A CNN spokesperson said that it was the network, not the White House, that proposed the idea of a town hall on guns and noted that the audience would be evenly divided between organizations that support the Second Amendment, including NRA members, as well as groups that back gun regulation.
The town hall meeting will include around 100 guests invited by CNN. Former Arizona Rep. Gabby Giffords, who was injured in an assassination attempt in 2011, and her husband, retired astronaut Mark Kelly, who is now a gun control advocate, will attend. Also in the audience will be Taya Kyle, widow of Chris Kyle, the soldier portrayed in the movie “American Sniper” who was murdered in a gun crime.
In an op-ed piece on CNN.com Thursday, Kyle argued against greater gun control, saying existing laws should be enforced more effectively and arguing that Americans had a right to defend themselves against people set on committing evil.
“My government has proven that it’s not able to protect me against people who want to kill. And I don’t blame the government, because there is only one person to blame here: The man or woman who decided to kill,” Kyle wrote.
Obama will take part in the town hall as a new CNN/ORC poll shows that a majority of the public support the measures that he outlined this week but that less than half of Americans think they will actually work.
Support for the measures crosses party lines, with 67% of those asked saying they favor the changes. Some 85% of Democrats, 65% of independents and 51% of Republicans support the President’s moves.
But 57% of those polled also said that the measures would not be effective in reducing the number of people killed by guns. And 54% of people, including 79% of Republicans, disapprove of Obama’s decision to go around Congress and implement changes to gun policy by using executive power.
The cause of gun violence has become a deeply emotional issue for Obama. On Tuesday, he dissolved in emotion, tears rolling down his face, as he noted that the memory of the first-graders massacred at Sandy Hook Elementary School in Connecticut three years ago were driving his efforts on reduce gun violence.
But so far, Obama’s attempts to put in place more gun control measures have largely failed. Both Democratic and Republican Congresses have not been amenable to further laws. In particular, Congress blocked his attempt to legislate stricter gun laws in 2013 following the Sandy Hook deaths, leaving the White House to resort to a set of executive actions at that time that fell far short of what lawmakers could have enacted.
And every time the President announces new executive measures, he faces claims of political overreach from opponents while gun sales tend to surge.
Opponents, including Republicans in the 2016 presidential race, have claimed that Obama’s moves are just a veiled attempt to take guns away from law-abiding Americans who want to defend themselves and to water down the constitutional right to bear arms.

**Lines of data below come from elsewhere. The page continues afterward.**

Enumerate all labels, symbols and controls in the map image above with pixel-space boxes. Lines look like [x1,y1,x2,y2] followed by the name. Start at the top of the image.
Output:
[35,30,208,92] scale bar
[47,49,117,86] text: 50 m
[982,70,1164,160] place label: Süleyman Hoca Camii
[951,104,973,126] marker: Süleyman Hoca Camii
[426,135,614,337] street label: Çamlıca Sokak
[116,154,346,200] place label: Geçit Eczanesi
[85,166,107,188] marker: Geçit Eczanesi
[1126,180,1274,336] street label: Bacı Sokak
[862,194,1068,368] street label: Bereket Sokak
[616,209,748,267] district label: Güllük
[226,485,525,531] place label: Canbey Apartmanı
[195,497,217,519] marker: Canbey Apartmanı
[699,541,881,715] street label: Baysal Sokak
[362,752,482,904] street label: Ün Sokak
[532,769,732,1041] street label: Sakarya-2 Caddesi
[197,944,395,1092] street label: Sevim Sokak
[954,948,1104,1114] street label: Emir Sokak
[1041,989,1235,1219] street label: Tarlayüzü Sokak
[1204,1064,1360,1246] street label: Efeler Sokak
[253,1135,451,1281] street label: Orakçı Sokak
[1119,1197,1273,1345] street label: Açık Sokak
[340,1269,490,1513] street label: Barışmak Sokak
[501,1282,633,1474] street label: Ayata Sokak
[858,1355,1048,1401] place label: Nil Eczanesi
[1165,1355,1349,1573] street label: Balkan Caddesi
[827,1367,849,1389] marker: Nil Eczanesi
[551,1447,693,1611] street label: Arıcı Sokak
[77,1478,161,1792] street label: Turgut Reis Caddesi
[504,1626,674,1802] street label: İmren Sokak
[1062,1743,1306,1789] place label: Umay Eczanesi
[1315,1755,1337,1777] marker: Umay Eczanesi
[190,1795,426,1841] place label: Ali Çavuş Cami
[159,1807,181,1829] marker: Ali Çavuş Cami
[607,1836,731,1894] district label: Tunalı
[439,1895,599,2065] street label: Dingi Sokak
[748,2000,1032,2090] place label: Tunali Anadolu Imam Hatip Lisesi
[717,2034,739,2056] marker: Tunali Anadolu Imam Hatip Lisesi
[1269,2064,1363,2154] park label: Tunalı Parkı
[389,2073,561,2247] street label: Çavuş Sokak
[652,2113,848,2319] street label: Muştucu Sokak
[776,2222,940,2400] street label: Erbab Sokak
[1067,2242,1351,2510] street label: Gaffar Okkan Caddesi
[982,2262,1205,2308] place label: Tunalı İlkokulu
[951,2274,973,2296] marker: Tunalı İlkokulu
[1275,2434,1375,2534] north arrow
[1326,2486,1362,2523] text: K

At a campaign event in New Hampshire on Thursday, Republican presidential candidate Marco Rubio said Obama was on a mission to undermine the rights guaranteed to Americans by the Constitution.
“You have a president that views the Constitution as a stale and outdated document and so he habitually tries to undermine it, especially the Second Amendment. He is obsessed with undermining the Second Amendment,” Rubio charged.
Obama renewed his push for gun regulations following a spree of mass shootings last year, including a one orchestrated by a radicalized Muslim couple in San Bernardino, California, in December in which 14 people died.
Republicans have criticized the President for raising the issue of gun control after the killings, saying he was downplaying the growing threat to Americans from Islamic terrorism on U.S. soil. But the White House argued that it would be prudent to make it more difficult for criminals and potential terrorists to get guns, particularly to build up large hauls of weapons, in the United States.